Disrupted Lives: How People Create Meaning in a Chaotic World

Becker, Gay

This book by an investigator at the Institute for Health and Aging at the University of California, San Francisco, who is also Professor of Medical Anthropology and Social and Behavioral Sciences there, was of profound interest to me. This is because her subject matter is how people find meaning and recreate their lives after experiencing major disruptions of their status quo. They became aware of how culture has posed problems for them, and this causes them to make personal probes into new sources of meaning to build their lives on. I have been doing something similar on a much smaller scale. Whereas Becker intensively investigated five groups of people: those coping with infertility, midlife disruption and change, reorganization of life following a stroke, late-life transitions, and chronic illness among elderly members of ethnic minority groups, I have studied individuals (of whatever age or cultural group) who have had an unforgettable anomalous experience. We both viewed our participants from a longitudinal viewpoint, noting how they responded to the disruption of their lives in ways that would allow them to reach some degree of resolution. We both have noted the important role played by metaphor. We both used a narrative approach. All of the people we studied were forced by their experiences to ask the basic question, "Why me?" But what we found was very different, even though we both studied the basic conundrum (koan?) life threw at our participants, of which Becker writes, "When disruptions occur, the temporary or permanent destruction of people’s sense of ‘fit’ with society calls into question their personhood, their sense of identity, and their sense of normalcy" (p. 30).

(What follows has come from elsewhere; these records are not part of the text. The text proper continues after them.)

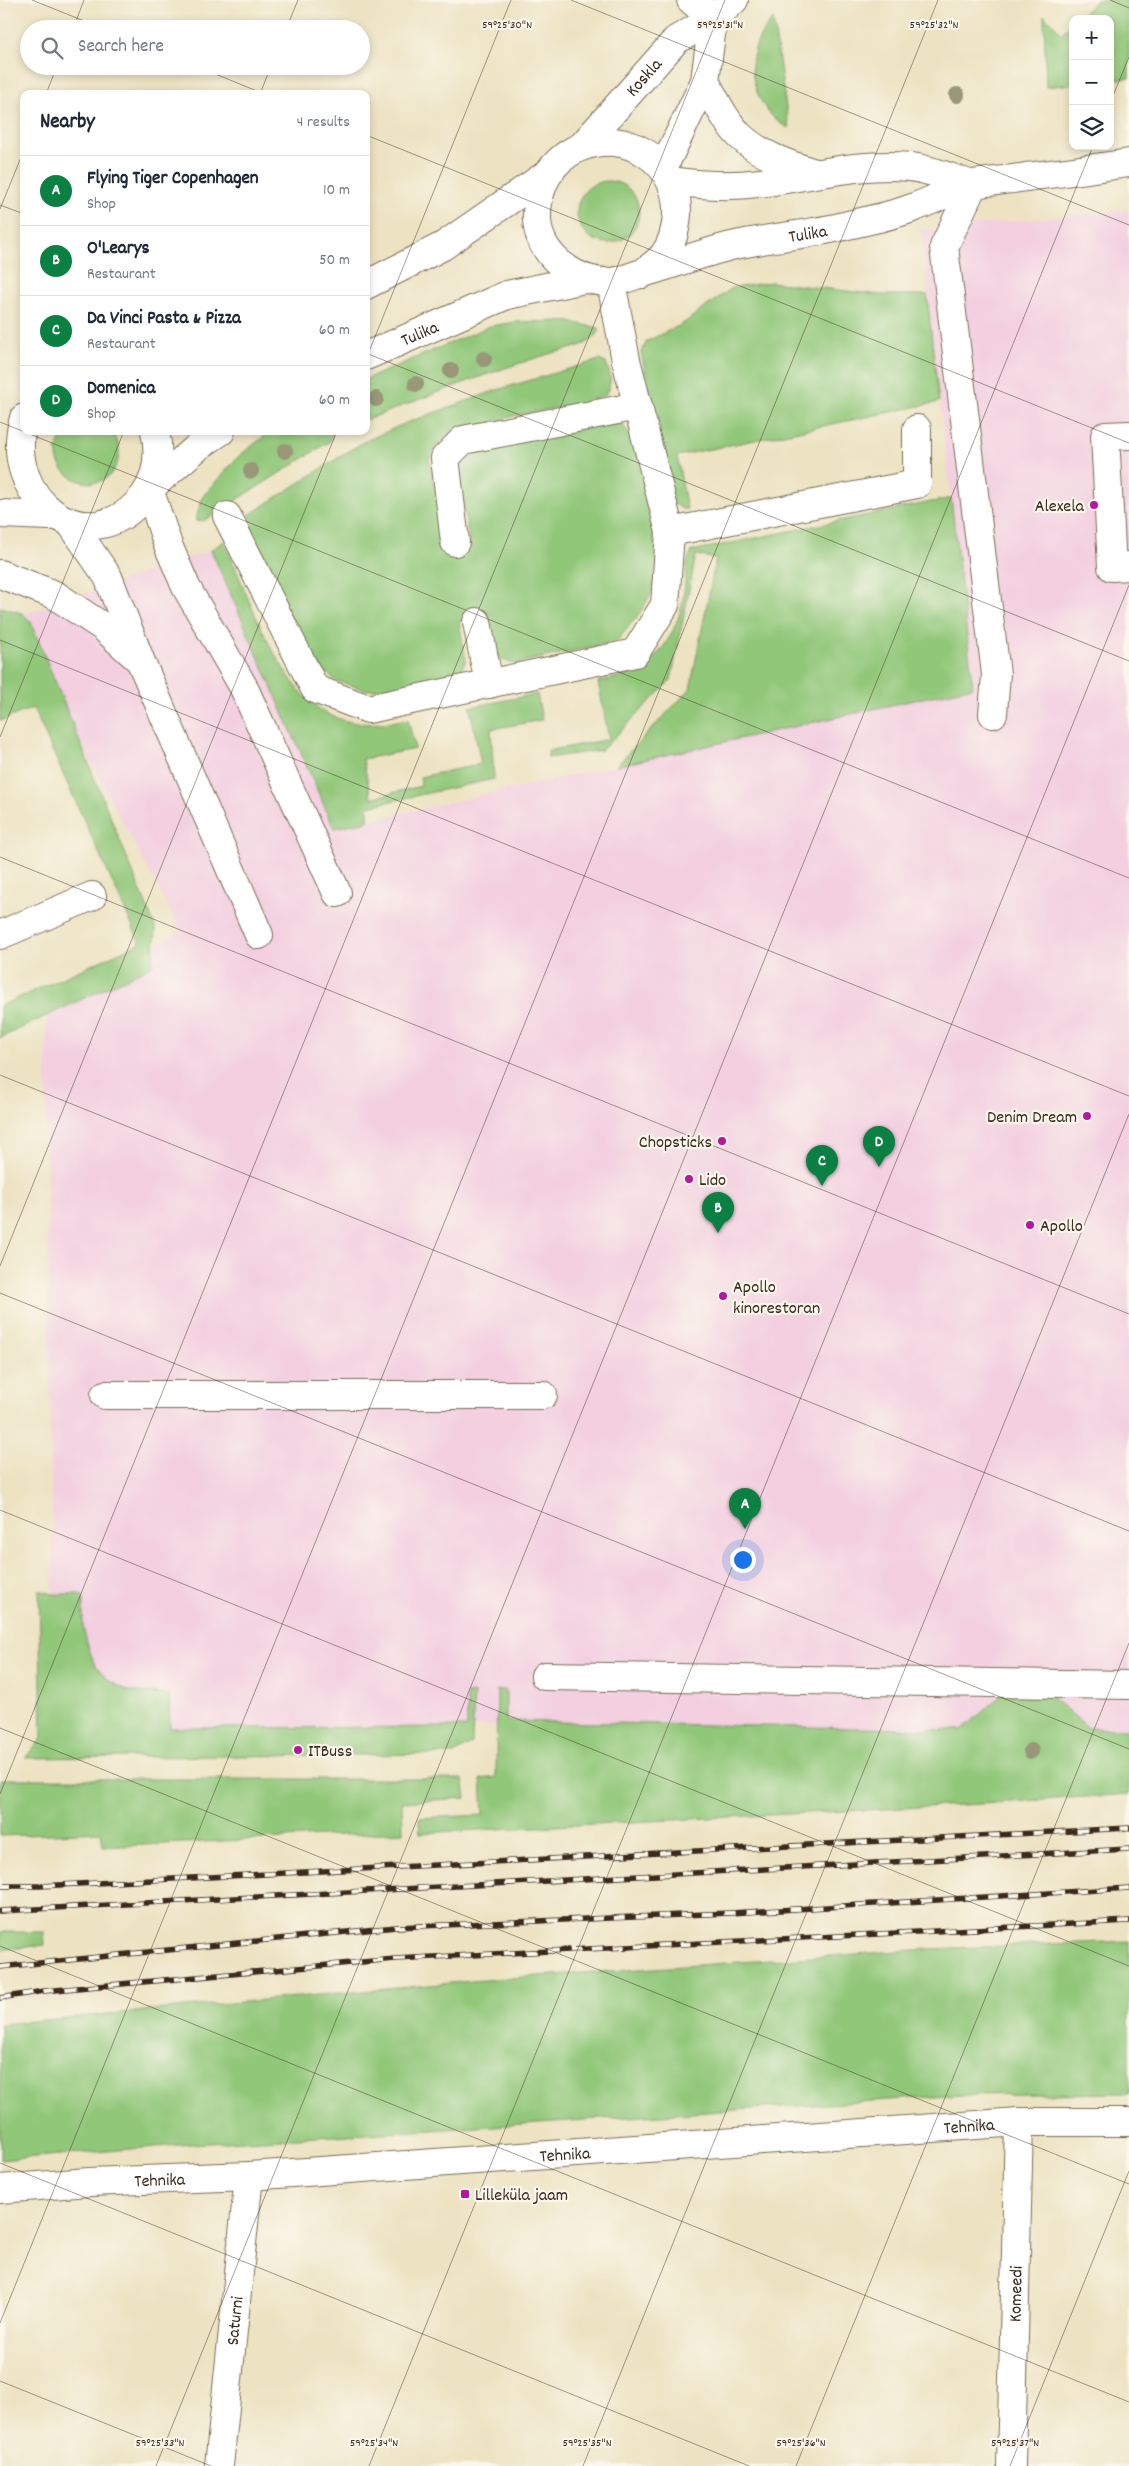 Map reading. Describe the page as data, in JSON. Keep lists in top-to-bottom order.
{
  "streets": {
    "street": [
      "Koskla",
      "Tulika",
      "Tehnika",
      "Komeedi",
      "Saturni"
    ]
  },
  "crossings": [
    ["Koskla", "Tulika"],
    ["Tehnika", "Komeedi"],
    ["Tehnika", "Saturni"]
  ],
  "places": {
    "other": [
      "Alexela",
      "Denim Dream",
      "Chopsticks",
      "Lido",
      "Apollo",
      "Apollo kinorestoran",
      "ITBuss"
    ],
    "transit": ["Lilleküla jaam"]
  },
  "page": {
    "map_buttons": ["+", "−"],
    "search": "Search here",
    "heading": ["Nearby", "4 results"],
    "list": [
      {
        "mark": "A",
        "name": "Flying Tiger Copenhagen",
        "note": "Shop",
        "value": "10 m"
      },
      {
        "mark": "B",
        "name": "O'Learys",
        "note": "Restaurant",
        "value": "50 m"
      },
      {
        "mark": "C",
        "name": "Da Vinci Pasta & Pizza",
        "note": "Restaurant",
        "value": "60 m"
      },
      {
        "mark": "D",
        "name": "Domenica",
        "note": "Shop",
        "value": "60 m"
      }
    ],
    "pins": [
      "D",
      "C",
      "B",
      "A"
    ]
  },
  "coordinates": [
    "59°25'30\"N",
    "59°25'31\"N",
    "59°25'32\"N",
    "59°25'33\"N",
    "59°25'34\"N",
    "59°25'35\"N",
    "59°25'36\"N",
    "59°25'37\"N"
  ]
}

The big difference in our two studies is in how the participants resolved their problem. Becker’s dug deeper into cultural resources and found traditional ways of responding that were meaningful. To a lesser or greater extent, they found traditional ways of creating a new form of status quo, one that was still in line with the status quo of society as a whole. Mine, on the other hand, had to go beyond the bounds of traditional culture to create a new way of being in the world that was outside the "normal" status quo. Each person built on his or her unforgettable anomalous experience until he or she was able to create a new view of being human: a new identity, a new worldview, a new way of living and viewing life. My people left the status quo behind for good. They would never be the same again, and for that they are profoundly thankful.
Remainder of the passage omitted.